TASK BRIEF => Report every line in the listing that contains the string "scale".

DATA TO USE =>
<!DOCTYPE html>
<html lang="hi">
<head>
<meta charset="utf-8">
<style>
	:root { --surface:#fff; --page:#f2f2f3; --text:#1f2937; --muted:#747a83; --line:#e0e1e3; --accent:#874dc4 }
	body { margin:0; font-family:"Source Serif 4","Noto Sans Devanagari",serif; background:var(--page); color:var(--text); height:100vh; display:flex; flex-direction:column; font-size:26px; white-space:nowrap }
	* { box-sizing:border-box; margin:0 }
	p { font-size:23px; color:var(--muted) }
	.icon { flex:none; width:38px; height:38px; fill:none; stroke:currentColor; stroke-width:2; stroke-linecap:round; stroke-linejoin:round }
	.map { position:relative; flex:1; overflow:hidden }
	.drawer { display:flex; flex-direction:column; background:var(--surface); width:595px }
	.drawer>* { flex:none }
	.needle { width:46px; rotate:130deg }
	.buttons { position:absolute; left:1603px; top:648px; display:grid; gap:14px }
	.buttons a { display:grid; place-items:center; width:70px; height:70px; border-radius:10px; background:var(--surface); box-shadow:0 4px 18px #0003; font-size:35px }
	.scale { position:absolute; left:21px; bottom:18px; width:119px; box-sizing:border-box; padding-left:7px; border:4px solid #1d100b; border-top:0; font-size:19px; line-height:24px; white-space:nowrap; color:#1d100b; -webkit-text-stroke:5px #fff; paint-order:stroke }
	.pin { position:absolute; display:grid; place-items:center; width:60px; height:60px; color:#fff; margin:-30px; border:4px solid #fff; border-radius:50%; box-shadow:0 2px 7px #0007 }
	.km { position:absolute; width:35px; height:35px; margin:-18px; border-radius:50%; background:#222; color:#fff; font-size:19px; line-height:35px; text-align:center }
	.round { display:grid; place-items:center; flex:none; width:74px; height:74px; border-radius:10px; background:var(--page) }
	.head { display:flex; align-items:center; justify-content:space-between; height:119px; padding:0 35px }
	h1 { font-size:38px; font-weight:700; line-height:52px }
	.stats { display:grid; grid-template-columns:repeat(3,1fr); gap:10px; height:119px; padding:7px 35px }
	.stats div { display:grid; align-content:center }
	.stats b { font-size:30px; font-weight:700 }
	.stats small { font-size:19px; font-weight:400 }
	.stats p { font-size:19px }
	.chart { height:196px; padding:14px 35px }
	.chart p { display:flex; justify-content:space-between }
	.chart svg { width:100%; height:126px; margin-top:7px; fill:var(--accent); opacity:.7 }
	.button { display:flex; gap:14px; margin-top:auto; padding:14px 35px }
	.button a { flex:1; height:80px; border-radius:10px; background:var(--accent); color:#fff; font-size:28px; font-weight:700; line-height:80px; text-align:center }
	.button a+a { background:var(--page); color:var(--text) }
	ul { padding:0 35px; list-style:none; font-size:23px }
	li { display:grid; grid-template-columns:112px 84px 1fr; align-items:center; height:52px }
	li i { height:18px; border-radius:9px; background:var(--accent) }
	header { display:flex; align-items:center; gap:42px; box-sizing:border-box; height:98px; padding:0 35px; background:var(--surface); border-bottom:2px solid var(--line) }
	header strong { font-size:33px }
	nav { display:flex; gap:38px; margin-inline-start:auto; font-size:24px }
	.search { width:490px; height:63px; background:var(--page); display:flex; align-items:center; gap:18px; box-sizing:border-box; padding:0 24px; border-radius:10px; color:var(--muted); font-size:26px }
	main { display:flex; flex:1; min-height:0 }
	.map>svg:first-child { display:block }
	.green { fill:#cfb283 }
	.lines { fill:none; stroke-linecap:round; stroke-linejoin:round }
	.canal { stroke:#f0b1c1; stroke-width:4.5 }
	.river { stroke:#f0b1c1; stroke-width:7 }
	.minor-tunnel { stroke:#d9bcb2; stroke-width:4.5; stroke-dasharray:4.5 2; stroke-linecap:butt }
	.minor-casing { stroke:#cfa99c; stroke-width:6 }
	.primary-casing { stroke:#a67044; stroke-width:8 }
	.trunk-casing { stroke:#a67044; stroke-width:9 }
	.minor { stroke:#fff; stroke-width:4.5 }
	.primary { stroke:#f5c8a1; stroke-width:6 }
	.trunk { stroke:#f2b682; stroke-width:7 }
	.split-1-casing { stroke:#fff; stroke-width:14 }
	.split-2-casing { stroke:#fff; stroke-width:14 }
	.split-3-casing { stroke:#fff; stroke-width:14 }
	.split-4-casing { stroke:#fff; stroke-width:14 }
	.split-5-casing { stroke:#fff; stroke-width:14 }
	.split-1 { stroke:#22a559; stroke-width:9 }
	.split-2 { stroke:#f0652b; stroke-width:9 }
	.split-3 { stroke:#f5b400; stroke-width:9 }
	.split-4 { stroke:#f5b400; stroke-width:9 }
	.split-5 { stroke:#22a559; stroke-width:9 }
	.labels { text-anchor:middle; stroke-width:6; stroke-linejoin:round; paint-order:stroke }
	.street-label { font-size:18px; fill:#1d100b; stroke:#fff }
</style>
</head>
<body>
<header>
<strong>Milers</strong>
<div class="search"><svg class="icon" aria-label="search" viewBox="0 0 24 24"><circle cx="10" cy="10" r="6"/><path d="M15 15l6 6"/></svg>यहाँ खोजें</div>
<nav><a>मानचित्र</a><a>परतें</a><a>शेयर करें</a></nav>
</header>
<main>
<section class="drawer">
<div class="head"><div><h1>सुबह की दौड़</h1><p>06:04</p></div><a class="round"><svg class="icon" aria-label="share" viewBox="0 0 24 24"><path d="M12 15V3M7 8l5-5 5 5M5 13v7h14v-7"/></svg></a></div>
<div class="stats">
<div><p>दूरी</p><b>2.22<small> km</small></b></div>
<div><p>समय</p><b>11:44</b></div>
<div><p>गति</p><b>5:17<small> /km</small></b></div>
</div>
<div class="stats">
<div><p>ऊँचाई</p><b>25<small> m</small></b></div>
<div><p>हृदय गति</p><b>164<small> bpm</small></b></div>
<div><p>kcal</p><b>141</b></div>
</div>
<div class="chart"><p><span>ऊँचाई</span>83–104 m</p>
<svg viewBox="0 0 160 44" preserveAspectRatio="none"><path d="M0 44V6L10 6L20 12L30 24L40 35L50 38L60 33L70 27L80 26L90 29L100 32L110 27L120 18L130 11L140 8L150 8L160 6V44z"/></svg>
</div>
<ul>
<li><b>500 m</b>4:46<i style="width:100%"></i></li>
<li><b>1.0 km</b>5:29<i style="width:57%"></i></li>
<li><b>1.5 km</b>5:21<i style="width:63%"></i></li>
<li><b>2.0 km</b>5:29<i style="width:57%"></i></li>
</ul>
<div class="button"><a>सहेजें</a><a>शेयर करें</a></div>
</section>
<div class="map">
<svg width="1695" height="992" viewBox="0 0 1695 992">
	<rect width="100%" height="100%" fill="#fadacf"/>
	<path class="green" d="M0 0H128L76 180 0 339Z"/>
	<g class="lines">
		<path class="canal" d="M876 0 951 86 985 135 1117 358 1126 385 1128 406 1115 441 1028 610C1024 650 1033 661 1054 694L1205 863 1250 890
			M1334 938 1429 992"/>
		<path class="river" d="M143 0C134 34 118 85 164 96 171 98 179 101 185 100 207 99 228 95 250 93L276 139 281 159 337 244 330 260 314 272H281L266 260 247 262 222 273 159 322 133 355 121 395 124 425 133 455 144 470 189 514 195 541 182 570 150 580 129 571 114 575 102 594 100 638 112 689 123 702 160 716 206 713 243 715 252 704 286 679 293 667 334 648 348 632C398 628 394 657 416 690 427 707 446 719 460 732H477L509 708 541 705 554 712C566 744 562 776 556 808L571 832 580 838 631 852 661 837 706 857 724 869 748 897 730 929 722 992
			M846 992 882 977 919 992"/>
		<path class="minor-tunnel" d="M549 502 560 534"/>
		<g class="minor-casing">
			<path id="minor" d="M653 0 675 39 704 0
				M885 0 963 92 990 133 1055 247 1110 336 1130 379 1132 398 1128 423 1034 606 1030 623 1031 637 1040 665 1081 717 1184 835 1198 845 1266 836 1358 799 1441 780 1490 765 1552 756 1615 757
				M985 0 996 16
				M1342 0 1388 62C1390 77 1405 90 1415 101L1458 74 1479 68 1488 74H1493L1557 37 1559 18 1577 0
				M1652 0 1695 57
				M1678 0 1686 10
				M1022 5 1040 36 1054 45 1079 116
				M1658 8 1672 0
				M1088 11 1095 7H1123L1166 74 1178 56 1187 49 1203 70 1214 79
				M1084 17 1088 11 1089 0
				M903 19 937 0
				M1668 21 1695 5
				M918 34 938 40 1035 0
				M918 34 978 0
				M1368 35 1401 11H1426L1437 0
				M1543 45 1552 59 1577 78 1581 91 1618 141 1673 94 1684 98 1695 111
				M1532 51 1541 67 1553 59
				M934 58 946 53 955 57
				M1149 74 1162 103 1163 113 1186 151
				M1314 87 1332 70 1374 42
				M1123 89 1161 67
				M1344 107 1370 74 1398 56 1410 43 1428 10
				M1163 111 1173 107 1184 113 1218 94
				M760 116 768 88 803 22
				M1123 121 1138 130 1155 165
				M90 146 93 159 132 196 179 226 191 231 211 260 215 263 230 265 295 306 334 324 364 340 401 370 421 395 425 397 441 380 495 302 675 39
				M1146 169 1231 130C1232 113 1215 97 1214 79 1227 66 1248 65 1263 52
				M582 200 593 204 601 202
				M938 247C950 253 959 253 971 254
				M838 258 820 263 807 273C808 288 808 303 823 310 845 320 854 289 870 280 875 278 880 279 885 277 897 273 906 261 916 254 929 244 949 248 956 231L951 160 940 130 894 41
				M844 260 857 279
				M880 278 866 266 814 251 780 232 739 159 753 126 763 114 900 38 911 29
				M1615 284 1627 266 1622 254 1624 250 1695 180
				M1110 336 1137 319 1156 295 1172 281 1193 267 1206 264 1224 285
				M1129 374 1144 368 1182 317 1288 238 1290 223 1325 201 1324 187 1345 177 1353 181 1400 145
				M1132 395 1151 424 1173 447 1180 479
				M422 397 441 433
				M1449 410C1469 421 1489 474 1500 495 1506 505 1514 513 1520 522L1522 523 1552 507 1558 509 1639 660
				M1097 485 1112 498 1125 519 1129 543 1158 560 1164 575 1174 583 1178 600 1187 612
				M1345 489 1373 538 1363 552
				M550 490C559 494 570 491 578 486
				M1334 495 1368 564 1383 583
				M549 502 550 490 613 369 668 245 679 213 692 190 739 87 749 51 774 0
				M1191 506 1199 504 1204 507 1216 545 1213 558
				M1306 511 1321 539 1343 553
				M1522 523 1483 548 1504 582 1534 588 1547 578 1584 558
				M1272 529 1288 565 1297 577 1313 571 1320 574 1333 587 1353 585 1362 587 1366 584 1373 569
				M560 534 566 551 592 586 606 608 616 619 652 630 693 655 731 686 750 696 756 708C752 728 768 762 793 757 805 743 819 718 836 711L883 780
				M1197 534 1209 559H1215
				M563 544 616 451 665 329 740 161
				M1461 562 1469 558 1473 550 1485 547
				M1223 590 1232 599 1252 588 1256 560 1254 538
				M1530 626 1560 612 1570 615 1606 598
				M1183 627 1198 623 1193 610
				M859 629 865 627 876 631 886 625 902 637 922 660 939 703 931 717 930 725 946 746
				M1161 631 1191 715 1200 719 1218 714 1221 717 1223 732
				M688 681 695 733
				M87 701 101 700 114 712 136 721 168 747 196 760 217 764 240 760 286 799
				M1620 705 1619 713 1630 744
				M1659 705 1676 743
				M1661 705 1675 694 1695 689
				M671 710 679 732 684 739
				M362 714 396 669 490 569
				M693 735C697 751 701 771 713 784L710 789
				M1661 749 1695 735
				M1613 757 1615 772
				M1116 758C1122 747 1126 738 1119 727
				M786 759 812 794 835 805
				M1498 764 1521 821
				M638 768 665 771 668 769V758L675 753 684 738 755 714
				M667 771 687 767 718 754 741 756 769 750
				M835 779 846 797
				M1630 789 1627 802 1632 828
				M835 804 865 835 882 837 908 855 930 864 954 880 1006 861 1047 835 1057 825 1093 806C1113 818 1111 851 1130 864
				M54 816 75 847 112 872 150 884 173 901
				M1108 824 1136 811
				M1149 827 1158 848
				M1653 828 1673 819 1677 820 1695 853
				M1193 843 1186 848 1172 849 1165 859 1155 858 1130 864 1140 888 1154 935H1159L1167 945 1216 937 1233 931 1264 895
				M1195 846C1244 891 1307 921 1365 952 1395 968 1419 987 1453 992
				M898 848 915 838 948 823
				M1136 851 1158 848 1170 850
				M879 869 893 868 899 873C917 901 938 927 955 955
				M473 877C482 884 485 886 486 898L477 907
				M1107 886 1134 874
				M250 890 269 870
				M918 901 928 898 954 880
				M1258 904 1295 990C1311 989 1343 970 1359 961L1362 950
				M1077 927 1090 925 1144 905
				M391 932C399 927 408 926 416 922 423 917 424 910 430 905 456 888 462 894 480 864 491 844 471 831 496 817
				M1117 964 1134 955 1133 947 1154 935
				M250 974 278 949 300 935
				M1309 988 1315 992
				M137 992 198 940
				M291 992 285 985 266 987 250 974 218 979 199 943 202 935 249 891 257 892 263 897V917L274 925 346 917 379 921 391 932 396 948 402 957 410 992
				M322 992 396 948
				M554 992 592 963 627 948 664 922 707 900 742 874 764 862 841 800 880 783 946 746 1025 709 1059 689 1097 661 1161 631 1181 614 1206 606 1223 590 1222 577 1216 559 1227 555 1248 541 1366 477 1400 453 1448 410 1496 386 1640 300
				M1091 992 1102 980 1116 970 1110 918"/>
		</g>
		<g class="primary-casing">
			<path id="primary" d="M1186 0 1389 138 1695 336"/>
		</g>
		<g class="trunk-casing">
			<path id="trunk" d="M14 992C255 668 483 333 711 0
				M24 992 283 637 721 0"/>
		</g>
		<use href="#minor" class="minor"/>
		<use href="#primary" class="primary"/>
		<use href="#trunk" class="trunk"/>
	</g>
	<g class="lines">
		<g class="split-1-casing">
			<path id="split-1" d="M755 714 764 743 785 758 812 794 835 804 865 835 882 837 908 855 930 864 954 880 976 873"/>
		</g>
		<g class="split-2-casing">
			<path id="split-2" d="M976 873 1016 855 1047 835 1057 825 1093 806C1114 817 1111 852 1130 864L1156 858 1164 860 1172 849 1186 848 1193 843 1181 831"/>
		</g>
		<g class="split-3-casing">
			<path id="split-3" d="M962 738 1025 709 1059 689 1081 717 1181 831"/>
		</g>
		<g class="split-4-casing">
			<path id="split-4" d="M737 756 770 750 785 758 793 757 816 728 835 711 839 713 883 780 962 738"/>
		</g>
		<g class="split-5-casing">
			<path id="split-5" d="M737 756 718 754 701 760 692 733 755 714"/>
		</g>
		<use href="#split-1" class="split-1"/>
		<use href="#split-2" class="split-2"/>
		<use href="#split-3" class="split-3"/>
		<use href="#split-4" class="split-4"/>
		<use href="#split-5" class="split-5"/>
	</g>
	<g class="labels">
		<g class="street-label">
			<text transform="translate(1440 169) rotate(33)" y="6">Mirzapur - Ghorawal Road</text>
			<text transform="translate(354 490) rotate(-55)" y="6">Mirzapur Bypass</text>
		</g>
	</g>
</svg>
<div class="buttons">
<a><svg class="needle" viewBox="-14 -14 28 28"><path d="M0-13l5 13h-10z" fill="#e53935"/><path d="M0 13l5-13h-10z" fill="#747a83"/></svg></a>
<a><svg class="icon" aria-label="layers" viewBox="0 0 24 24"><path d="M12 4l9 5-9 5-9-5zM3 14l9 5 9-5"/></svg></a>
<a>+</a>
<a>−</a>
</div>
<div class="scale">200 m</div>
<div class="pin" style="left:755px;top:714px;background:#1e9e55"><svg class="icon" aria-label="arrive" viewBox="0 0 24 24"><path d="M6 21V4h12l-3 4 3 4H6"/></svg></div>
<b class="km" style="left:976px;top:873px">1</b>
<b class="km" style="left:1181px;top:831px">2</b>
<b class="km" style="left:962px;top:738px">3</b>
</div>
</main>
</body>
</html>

EXERCISE ANSWER =>
	.scale { position:absolute; left:21px; bottom:18px; width:119px; box-sizing:border-box; padding-left:7px; border:4px solid #1d100b; border-top:0; font-size:19px; line-height:24px; white-space:nowrap; color:#1d100b; -webkit-text-stroke:5px #fff; paint-order:stroke }
<div class="scale">200 m</div>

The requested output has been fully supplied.